- Collected data entries:
/---

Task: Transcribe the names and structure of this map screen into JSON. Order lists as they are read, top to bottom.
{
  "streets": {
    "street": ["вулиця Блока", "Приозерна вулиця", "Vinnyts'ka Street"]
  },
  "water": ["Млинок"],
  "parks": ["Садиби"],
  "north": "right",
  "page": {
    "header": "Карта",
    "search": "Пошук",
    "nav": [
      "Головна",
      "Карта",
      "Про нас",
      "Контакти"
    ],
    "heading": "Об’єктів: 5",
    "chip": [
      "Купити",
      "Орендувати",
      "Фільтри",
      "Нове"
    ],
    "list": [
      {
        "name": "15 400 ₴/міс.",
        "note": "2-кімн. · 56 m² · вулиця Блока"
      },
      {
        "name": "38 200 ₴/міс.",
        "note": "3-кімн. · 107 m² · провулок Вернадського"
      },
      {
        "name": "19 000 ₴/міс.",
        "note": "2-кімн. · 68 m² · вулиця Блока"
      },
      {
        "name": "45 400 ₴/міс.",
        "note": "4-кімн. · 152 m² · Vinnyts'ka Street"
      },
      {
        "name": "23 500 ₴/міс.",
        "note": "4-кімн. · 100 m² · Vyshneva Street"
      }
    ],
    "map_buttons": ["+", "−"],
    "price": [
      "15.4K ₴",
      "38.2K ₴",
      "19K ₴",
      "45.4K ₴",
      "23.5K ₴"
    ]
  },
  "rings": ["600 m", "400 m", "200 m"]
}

\---

- Work request: Word for word, write out every record.

- Solution to the exercise:
Task: Transcribe the names and structure of this map screen into JSON. Order lists as they are read, top to bottom.
{
  "streets": {
    "street": ["вулиця Блока", "Приозерна вулиця", "Vinnyts'ka Street"]
  },
  "water": ["Млинок"],
  "parks": ["Садиби"],
  "north": "right",
  "page": {
    "header": "Карта",
    "search": "Пошук",
    "nav": [
      "Головна",
      "Карта",
      "Про нас",
      "Контакти"
    ],
    "heading": "Об’єктів: 5",
    "chip": [
      "Купити",
      "Орендувати",
      "Фільтри",
      "Нове"
    ],
    "list": [
      {
        "name": "15 400 ₴/міс.",
        "note": "2-кімн. · 56 m² · вулиця Блока"
      },
      {
        "name": "38 200 ₴/міс.",
        "note": "3-кімн. · 107 m² · провулок Вернадського"
      },
      {
        "name": "19 000 ₴/міс.",
        "note": "2-кімн. · 68 m² · вулиця Блока"
      },
      {
        "name": "45 400 ₴/міс.",
        "note": "4-кімн. · 152 m² · Vinnyts'ka Street"
      },
      {
        "name": "23 500 ₴/міс.",
        "note": "4-кімн. · 100 m² · Vyshneva Street"
      }
    ],
    "map_buttons": ["+", "−"],
    "price": [
      "15.4K ₴",
      "38.2K ₴",
      "19K ₴",
      "45.4K ₴",
      "23.5K ₴"
    ]
  },
  "rings": ["600 m", "400 m", "200 m"]
}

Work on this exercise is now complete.